Adverse Drug Reactions to Integrase Strand Transfer Inhibitors

Katherine J. Lepik; Benita Yip; Ana C. Ulloa; Lu Wang; Junine Toy; Linda Akagi; Viviane Dias Lima; Silvia Guillemi; Julio S.G. Montaner; Rolando Barrios


AIDS. 2018;32(7):903-912. 

In This Article

Abstract and Introduction


Objectives: To describe and compare integrase strand transfer inhibitor (INSTI) adverse drug reactions (ADRs) for raltegravir, elvitegravir-cobicistat, and dolutegravir.

Design: Population-based, retrospective cohort.

Methods: Antiretroviral-experienced and naive persons at least 19 years old were included if they received their first prescription for raltegravir, elvitegravir-cobicistat, or dolutegravir in British Columbia, Canada, in 2012–2014, and were followed for 2 years until 31 December 2016. The primary outcome was an ADR resulting in INSTI discontinuation. ADR rates and 95% confidence intervals (95% CIs) were calculated by Poisson method. Cox proportional-hazards regression estimated the hazard ratio for ADR-related INSTI discontinuation, adjusted for confounders. ADR symptoms were compared across INSTIs.

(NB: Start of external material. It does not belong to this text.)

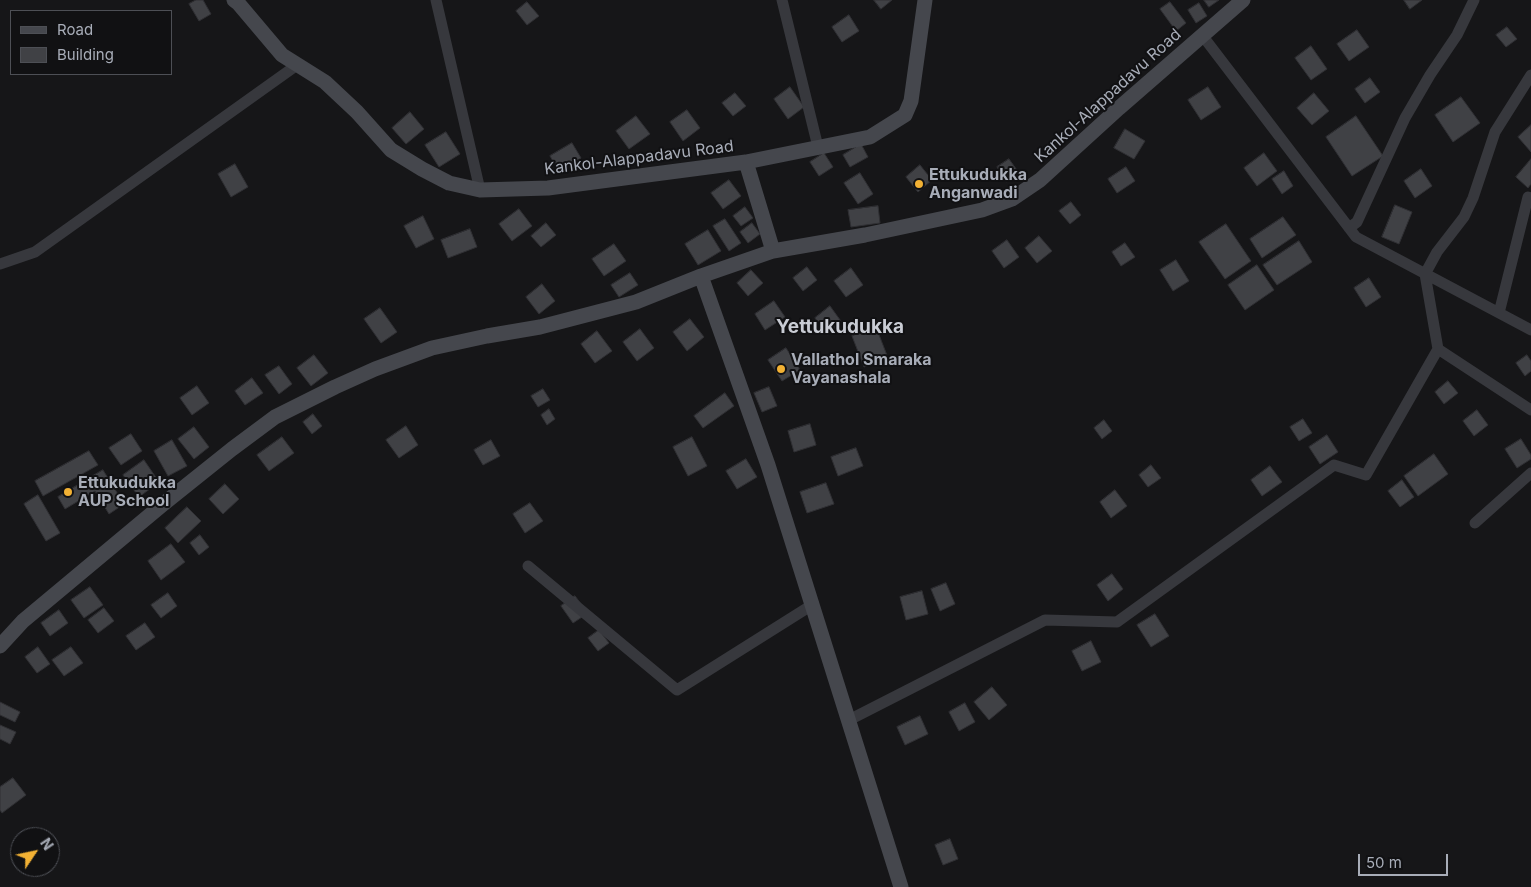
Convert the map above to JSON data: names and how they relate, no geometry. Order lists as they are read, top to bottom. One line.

Results: There were 1344 persons contributing 1464 person-INSTI exposures. The cohort was predominantly male (79%) and antiretroviral therapy-experienced (85%). ADR events and unadjusted ADR rates (95% CI) per 100 person-years were raltegravir 24 of 551 (4.4%), 2.91 (1.95, 4.35); elvitegravir-cobicistat 38 of 394 (9.6%), 5.94 (4.32, 8.16); and dolutegravir 27 of 519 (5.2%), 2.96 (2.03, 4.31). The ADR rate for elvitegravir-cobicistat was double that of dolutegravir (adjusted hazard ratio 2.24, 95% CI 1.13, 4.44), but not significantly different for either dolutegravir or elvitegravir versus raltegravir. Elvitegravir-cobicistat-treated persons had a significantly higher proportion of gastrointestinal and general (fatigue, malaise) ADRs. Neuropsychiatric ADRs were more frequent with dolutegravir, but not significantly different between INSTIs. Among those switching between INSTIs, there was no apparent relationship between experiencing an ADR to one INSTI and subsequent intolerance to another.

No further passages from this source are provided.